Problem
Only a number is wanted here: the count of lines in the entries below that contain the word "direction".

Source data
- - -
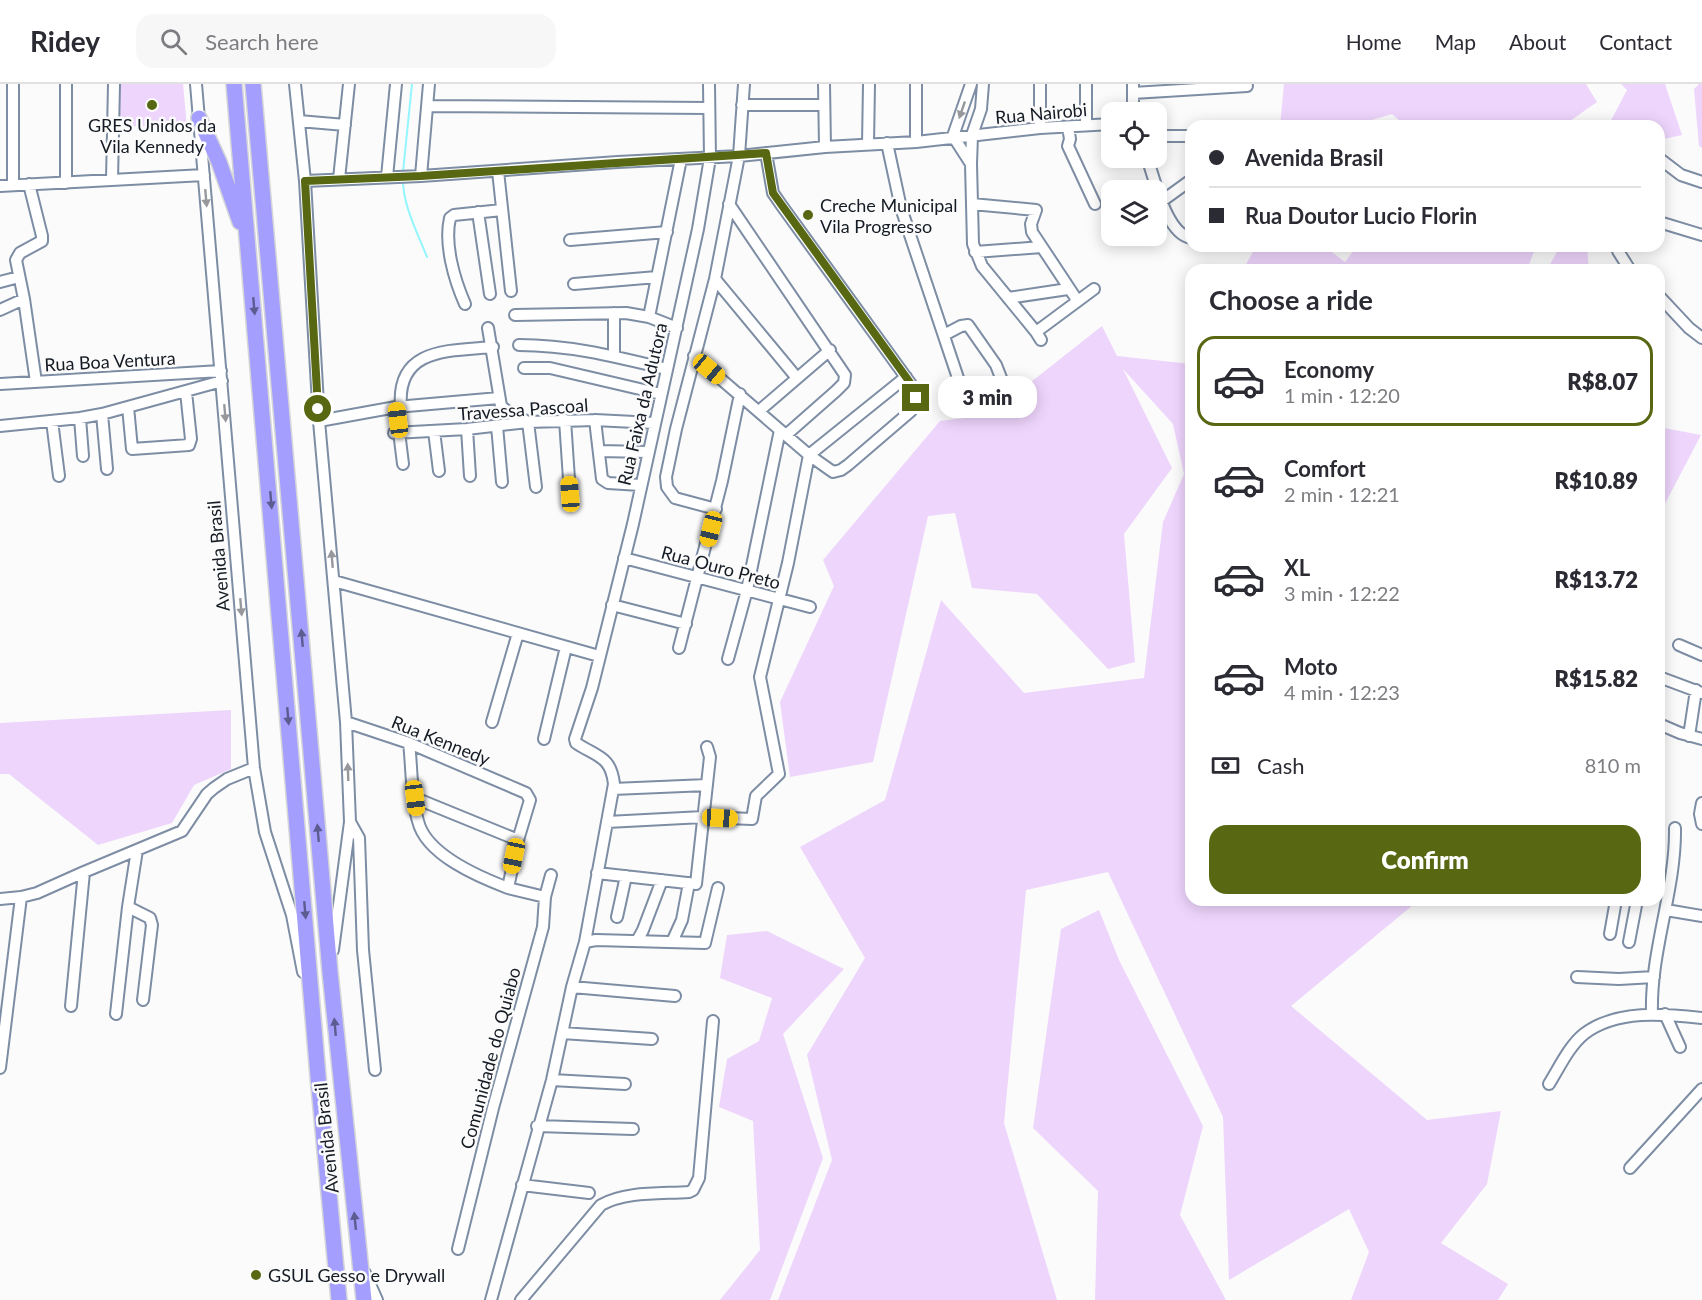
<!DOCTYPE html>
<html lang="en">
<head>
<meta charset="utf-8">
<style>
  :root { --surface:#fff; --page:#f7f7f7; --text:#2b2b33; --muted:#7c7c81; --line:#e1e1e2; --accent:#586812 }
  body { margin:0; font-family:Lato,sans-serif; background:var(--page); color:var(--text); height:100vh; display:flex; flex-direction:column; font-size:22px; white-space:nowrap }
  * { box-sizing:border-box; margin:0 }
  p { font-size:20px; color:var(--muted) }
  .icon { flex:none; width:33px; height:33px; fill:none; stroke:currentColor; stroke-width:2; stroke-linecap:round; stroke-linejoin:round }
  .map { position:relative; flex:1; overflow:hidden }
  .sheet { position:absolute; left:1185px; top:180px; width:480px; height:642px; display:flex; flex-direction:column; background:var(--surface); border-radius:18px; box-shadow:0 3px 15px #0003 }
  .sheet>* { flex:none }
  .top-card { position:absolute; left:1185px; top:36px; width:480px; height:132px; border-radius:18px; box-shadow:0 3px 15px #0003; display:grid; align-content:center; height:132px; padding:0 24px; background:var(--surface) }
  .fabs { position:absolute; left:1101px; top:18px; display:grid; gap:12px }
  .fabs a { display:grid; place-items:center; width:66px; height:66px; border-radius:12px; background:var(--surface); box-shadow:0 3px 15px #0003; font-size:30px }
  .end { position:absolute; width:27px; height:27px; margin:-14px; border:8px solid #586812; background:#fff; box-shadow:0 0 0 3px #fff }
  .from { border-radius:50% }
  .bubble { position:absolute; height:42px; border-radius:18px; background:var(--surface); box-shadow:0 3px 15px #0003; font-size:20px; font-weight:800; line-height:42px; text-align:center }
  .car { position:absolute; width:18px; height:36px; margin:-18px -9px; border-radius:8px; box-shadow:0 0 4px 2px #0007; background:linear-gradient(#f5c518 24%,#345 0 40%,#f5c518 0 76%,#345 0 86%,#f5c518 0) }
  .top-card b { display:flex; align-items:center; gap:21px; height:57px; font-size:22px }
  .top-card b+b { border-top:2px solid var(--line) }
  .top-card i { width:15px; height:15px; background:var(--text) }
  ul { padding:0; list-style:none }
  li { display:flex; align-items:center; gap:18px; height:90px; margin:0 12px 9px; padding:0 12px; border:3px solid transparent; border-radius:18px }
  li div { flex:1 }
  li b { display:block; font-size:22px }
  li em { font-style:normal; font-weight:800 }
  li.current { border-color:var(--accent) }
  li>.icon { width:54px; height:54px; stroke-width:1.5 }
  h2 { padding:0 24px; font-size:27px; line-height:72px }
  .pay { display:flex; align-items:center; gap:15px; height:66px; padding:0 24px; font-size:22px }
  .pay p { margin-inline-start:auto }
  .action { display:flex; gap:12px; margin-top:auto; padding:12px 24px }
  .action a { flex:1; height:69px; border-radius:18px; background:var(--accent); color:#fff; font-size:24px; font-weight:800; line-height:69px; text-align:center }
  header { display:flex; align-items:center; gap:36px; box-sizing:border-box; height:84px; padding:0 30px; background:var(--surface); border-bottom:2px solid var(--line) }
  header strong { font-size:28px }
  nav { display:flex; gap:33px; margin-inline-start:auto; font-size:21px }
  .search { width:420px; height:54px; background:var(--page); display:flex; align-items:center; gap:15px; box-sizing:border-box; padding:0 21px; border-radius:18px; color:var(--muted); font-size:22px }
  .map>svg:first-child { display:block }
</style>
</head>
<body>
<header>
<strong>Ridey</strong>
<div class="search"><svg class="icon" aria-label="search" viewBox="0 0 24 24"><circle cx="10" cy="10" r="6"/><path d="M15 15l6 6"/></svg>Search here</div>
<nav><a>Home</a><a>Map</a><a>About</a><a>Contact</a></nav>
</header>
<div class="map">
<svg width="1702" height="1216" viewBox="0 0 1702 1216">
  <rect width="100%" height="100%" fill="#fbfbfb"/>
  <path fill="#eed5fc" d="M 119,0 L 183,0 L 187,43 L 119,42 Z
    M 1284,0 L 1586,0 L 1597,18 L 1563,42 L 1406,42 L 1392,30 L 1352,42 L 1280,42 Z
    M 1621,0 L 1665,0 L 1682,51 L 1659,56 L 1659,42 L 1608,42 L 1627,6 Z
    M 1699,0 L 1702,0 L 1702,64 L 1699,62 L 1694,5 Z
    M 1256,162 L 1324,162 L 1345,178 L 1357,162 L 1536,162 L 1527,186 L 1243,186 Z
    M 1560,162 L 1587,162 L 1589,186 L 1547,186 Z
    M 1102,242 L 1117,272 L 1191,280 L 1191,816 L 1419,816 L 1291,922 L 1427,1036 L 1501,1027 L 1487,1100 L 1441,1159 L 1508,1200 L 1498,1216 L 1351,1216 L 1369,1168 L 1349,1125 L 1229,1196 L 1223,1033 L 1108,788 L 1026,806 L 1004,1039 L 1057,1216 L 778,1216 L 832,1076 L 807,971 L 865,874 L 800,763 L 885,716 L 941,516 L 1024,609 L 1144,594 L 1163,438 L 1184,390 L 1173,340 L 1123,285 L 1172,384 L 1124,450 L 1135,578 L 1108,585 L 1037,510 L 972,504 L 955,429 L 928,432 L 873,678 L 790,693 L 780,618 L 834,502 L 823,476 L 940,337 L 989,331 Z
    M 1659,343 L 1701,351 L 1659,431 Z
    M 231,626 L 231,685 L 194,701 L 172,739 L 98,761 L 9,690 L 0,690 L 0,639 Z
    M 1099,826 L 1119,876 L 1203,1042 L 1180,1131 L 1226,1216 L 1095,1216 L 1098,1107 L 1033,1044 L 1061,845 Z
    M 767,847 L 844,885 L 783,950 L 823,1074 L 770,1216 L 720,1216 L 760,1166 L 753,1037 L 719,1023 L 727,975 L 759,957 L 772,914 L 720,894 L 727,851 Z"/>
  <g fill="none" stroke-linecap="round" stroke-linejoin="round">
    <path stroke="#93f6fe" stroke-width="2" d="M 403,88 L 412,0
      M 403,96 C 403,122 418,150 427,173"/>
    <defs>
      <path id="minor" d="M 196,0 L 254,684 L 265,748 L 292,831 L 303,888
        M 295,0 L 305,97 L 319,337 L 346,638 L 350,738 L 333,866
        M 824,0 L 825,63
        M 983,0 L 981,25 L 972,51 L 971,80 L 973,160 L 982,182 L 1036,248 L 1041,256
        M 1133,0 L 1133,28
        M 1133,9 L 1247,2
        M 742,21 L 823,21
        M 427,22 L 709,24
        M 299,37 L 345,41
        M 1086,41 L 1086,0
        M 1068,43 L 1070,55 L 1068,62 L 1095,120
        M 1040,44 L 1040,0
        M 1156,52 L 1191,52
        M 916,58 L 916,0
        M 887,59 L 901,124 L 958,294
        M 868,60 L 869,0
        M 1147,74 C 1155,95 1166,150 1191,154
        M 1660,75 L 1681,91 L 1702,98
        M 971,80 L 953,52 L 971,0
        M 498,87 L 511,207
        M 421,92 L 429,0
        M 387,93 L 396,0
        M 339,95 L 349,0
        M 112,96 L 114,0
        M 305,97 L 421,92 L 618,78 L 739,72 L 825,63 L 916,58 L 1040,44 L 1112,40
        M 66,99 L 66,0
        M 29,100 L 42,152 L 42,157 L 20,169 L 16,176 L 24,215 L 36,298
        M 13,101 L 13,0
        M 0,102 L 204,91
        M 1162,117 L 1191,96
        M 729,120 L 845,291 L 844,299 L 836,307 L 786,351
        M 972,120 L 1036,126 L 1031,140 L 1032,148 L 1077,216
        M 478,128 L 490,210
        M 1659,138 L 1702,151
        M 570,156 L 667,148
        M 1618,167 L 1630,186
        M 975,168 L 1042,163
        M 715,195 L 797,294
        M 0,198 L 19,193
        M 574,200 L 657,193
        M 1659,212 L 1689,244 L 1702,254
        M 1008,214 L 1068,205
        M 465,220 C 454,195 444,160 450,134 L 454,131 L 502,126
        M 0,226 L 24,215
        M 515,231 L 626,229 L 649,233 L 677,244
        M 649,233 L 681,75
        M 488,244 L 501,322 L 507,327 L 528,338 L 536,403
        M 1036,248 L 1094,205
        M 944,251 L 961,242 L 968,241 L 996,281 L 1003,299
        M 519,261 C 571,261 617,273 667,285
        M 614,272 L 614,229
        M 694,272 L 809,371 L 833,388 L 841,386 L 848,381 L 911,327 C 915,318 917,312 913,303 L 782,122 L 773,109 L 766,69
        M 524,284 L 550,284 L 661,310
        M 0,300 L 221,287
        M 128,323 L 132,365 L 189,361 L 191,355 L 186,308
        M 396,323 L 403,380
        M 401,323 C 396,263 450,267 493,263
        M 759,327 L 830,266
        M 102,330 L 107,385
        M 80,334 L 83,372
        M 565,336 L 570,410
        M 595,336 L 602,395 L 608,399 L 640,401
        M 52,337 L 59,392
        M 319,337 L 396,323 L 499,314
        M 0,342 L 80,334 L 102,330 L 222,297
        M 497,342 L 502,398
        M 467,345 L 470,392
        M 434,347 L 439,387
        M 394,349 L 467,345 L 528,338 L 595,336 L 654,339
        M 599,367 L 648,368
        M 716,425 L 675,414 L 667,403 L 666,393 L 676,345 L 715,195 L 739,72 L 744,0
        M 624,474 L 810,523
        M 334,497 L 599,572
        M 612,521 L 686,540
        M 1679,561 L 1702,571
        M 679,564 L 722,397 L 740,310
        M 728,575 L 747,506 L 780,346
        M 1659,593 L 1702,609
        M 346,638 L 409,659 L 526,709 L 530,716 L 518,756 L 508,804 L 545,813
        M 492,638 L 518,549
        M 1659,640 L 1680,649 L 1702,655
        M 1689,652 L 1696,606
        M 544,655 L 566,563
        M 409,659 C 412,684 411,714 418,737 C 426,771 479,793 508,804
        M 613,705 L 707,701
        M 415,714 L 518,756
        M 1702,719 L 1700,730 L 1702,740
        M 350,738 L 359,754 L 363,866 L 375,986
        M 607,738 L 703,733 L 752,735 L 756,712 L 779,690 L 760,593 L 788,479 L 809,371 L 906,293
        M 597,789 L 696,800 L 710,673 L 707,663
        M 0,815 L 21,813 L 37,809 L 84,788 L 182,747 L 207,710 L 214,704 L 227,695 L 254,684
        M 128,823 L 150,834 L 152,841 L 143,916
        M 1666,826 L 1702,832
        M 617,833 L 626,792
        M 1610,850 L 1616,816
        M 637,857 L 643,846 L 662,796
        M 585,858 L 614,700 C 611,672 597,673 576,659 L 575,655 L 592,604 L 633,440 L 698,145 L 710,74 L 709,0
        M 672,858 L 682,836 L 689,799
        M 1629,858 L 1637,816
        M 1577,893 L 1619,895 L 1654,893
        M 572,903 L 675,912
        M 71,922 L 84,788
        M 116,930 L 128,823 L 137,766
        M 1652,930 C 1650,867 1676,806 1675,744
        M 1665,930 L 1680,963
        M 562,949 L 652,955
        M 0,984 L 21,813
        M 552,996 L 625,1000
        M 1549,1000 C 1559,984 1569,962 1584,950 C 1617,925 1664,930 1702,934
        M 537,1042 L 633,1045
        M 1630,1084 L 1702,1005
        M 522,1101 L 589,1109
        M 458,1165 L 493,1024 L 543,843 L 545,813 L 551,791
        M 365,1189 L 377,1216
        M 491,1216 L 552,996 L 572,903 L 585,858 L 596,856 L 705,859 L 718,804
        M 521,1216 L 601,1121 C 626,1107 661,1110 689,1108 L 693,1106 L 699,1094 L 713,937"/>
      <path id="highway" d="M 234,0 L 318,992 L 339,1216
        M 253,0 L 330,888 L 364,1216
        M 199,34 L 219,78 L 240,138"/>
    </defs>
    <use href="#minor" stroke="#7d8da4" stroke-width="14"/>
    <use href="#highway" stroke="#d5d6d8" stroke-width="18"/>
    <use href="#minor" stroke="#fff" stroke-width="10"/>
    <use href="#highway" stroke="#a49efe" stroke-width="15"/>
  </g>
  <defs><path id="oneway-solid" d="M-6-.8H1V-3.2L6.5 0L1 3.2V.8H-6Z" transform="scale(1.5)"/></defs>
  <g fill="#96989c">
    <use href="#oneway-solid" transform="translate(962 26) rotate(109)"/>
    <use href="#oneway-solid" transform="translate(206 114) rotate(85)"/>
    <use href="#oneway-solid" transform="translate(225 329) rotate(85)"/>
    <use href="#oneway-solid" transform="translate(332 475) rotate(-95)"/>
    <use href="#oneway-solid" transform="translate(241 523) rotate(85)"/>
    <use href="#oneway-solid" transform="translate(348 688) rotate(-92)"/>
  </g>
  <g fill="#5c5c91">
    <use href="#oneway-solid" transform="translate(254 222) rotate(85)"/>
    <use href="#oneway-solid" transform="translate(271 416) rotate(85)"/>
    <use href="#oneway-solid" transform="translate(302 554) rotate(-95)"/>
    <use href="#oneway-solid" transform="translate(288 632) rotate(85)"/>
    <use href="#oneway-solid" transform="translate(318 749) rotate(-95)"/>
    <use href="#oneway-solid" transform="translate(305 826) rotate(85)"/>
    <use href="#oneway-solid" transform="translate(335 943) rotate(-95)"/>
    <use href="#oneway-solid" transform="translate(355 1137) rotate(-96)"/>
  </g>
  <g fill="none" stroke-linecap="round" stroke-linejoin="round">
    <path stroke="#586812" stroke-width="8" d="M 318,325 L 305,97 L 421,92 L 766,69 L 773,109 L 906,293 L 913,303 L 916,314"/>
  </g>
  <g fill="#586812" stroke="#fbfbfb" stroke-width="2">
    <circle cx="152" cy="21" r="6"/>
    <circle cx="808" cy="131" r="6"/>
    <circle cx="256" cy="1191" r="6"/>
  </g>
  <g text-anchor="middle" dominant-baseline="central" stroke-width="5" stroke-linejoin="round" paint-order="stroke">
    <g font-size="18" fill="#151b24" stroke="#fbfbfb">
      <text transform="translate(1041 29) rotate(-5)">Rua Nairobi</text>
      <text transform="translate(110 277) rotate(-3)">Rua Boa Ventura</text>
      <text transform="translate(642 320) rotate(-77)">Rua Faixa da Adutora</text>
      <text transform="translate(523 325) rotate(-4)">Travessa Pascoal</text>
      <text transform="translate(218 472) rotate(-95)">Avenida Brasil</text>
      <text transform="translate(721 483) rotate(15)">Rua Ouro Preto</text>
      <text transform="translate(441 656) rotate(22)">Rua Kennedy</text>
      <text transform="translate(490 974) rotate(-75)">Comunidade do Quiabo</text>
      <text transform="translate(326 1054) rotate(-96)">Avenida Brasil</text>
    </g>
    <g font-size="18" fill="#151b24" stroke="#fbfbfb" text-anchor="start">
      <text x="152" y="41" text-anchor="middle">GRES Unidos da<tspan x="152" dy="21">Vila Kennedy</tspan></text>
      <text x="820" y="121">Creche Municipal<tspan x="820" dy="21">Vila Progresso</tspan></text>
      <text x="268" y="1191">GSUL Gesso e Drywall</text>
    </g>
  </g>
</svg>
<div class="fabs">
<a><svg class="icon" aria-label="locate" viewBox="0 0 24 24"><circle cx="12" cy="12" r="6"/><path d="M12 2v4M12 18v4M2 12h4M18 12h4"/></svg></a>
<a><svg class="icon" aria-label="layers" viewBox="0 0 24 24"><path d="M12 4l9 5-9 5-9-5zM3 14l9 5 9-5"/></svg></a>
</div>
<i class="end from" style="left:318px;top:325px"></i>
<i class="end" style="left:916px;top:314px"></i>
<div class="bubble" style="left:938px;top:292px;width:99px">3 min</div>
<i class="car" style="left:709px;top:285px;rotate:130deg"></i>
<i class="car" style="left:398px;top:336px;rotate:353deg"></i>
<i class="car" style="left:570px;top:410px;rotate:356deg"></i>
<i class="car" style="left:711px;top:445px;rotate:194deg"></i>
<i class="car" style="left:415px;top:714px;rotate:173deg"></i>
<i class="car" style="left:720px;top:734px;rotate:93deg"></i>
<i class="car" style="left:514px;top:772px;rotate:192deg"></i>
<div class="top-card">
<b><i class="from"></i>Avenida Brasil</b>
<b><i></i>Rua Doutor Lucio Florin</b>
</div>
<section class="sheet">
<h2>Choose a ride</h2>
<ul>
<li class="current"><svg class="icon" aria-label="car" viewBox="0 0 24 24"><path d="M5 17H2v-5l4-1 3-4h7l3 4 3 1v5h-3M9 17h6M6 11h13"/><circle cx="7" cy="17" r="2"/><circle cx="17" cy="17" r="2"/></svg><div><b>Economy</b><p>1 min · 12:20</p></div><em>R$8.07</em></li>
<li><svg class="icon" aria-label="car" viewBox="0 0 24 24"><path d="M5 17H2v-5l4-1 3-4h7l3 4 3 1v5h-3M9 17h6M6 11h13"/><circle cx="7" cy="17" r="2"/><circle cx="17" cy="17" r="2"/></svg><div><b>Comfort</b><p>2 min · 12:21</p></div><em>R$10.89</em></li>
<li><svg class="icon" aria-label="car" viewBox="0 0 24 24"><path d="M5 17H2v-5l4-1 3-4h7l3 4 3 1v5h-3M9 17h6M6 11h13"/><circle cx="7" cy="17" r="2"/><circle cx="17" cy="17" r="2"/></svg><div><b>XL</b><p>3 min · 12:22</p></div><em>R$13.72</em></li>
<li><svg class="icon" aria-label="car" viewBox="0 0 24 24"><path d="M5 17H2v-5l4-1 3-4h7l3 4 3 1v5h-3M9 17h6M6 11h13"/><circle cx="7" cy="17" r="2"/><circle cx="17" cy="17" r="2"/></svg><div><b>Moto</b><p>4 min · 12:23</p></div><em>R$15.82</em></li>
</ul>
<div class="pay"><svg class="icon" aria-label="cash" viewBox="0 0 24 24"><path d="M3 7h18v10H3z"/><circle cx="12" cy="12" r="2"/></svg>Cash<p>810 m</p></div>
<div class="action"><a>Confirm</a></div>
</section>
</div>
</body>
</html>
- - -
Your response
2